- [PROBLEM REQUIREMENTS]
Only a number is expected: the count of lines in the listing where "image" occurs.

- [SUPPLIED DATA]
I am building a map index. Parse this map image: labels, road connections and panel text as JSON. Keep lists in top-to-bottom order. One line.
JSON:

==

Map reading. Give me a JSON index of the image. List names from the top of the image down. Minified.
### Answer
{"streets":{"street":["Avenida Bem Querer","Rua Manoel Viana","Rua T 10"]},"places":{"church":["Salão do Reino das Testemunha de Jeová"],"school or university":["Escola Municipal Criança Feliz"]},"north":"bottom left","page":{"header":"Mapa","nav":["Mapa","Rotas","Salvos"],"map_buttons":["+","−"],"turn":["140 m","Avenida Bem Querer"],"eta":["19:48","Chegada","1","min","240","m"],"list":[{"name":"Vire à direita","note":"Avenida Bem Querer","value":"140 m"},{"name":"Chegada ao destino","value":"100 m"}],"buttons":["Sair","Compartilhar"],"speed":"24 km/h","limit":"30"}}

- [TASK SOLUTION]
2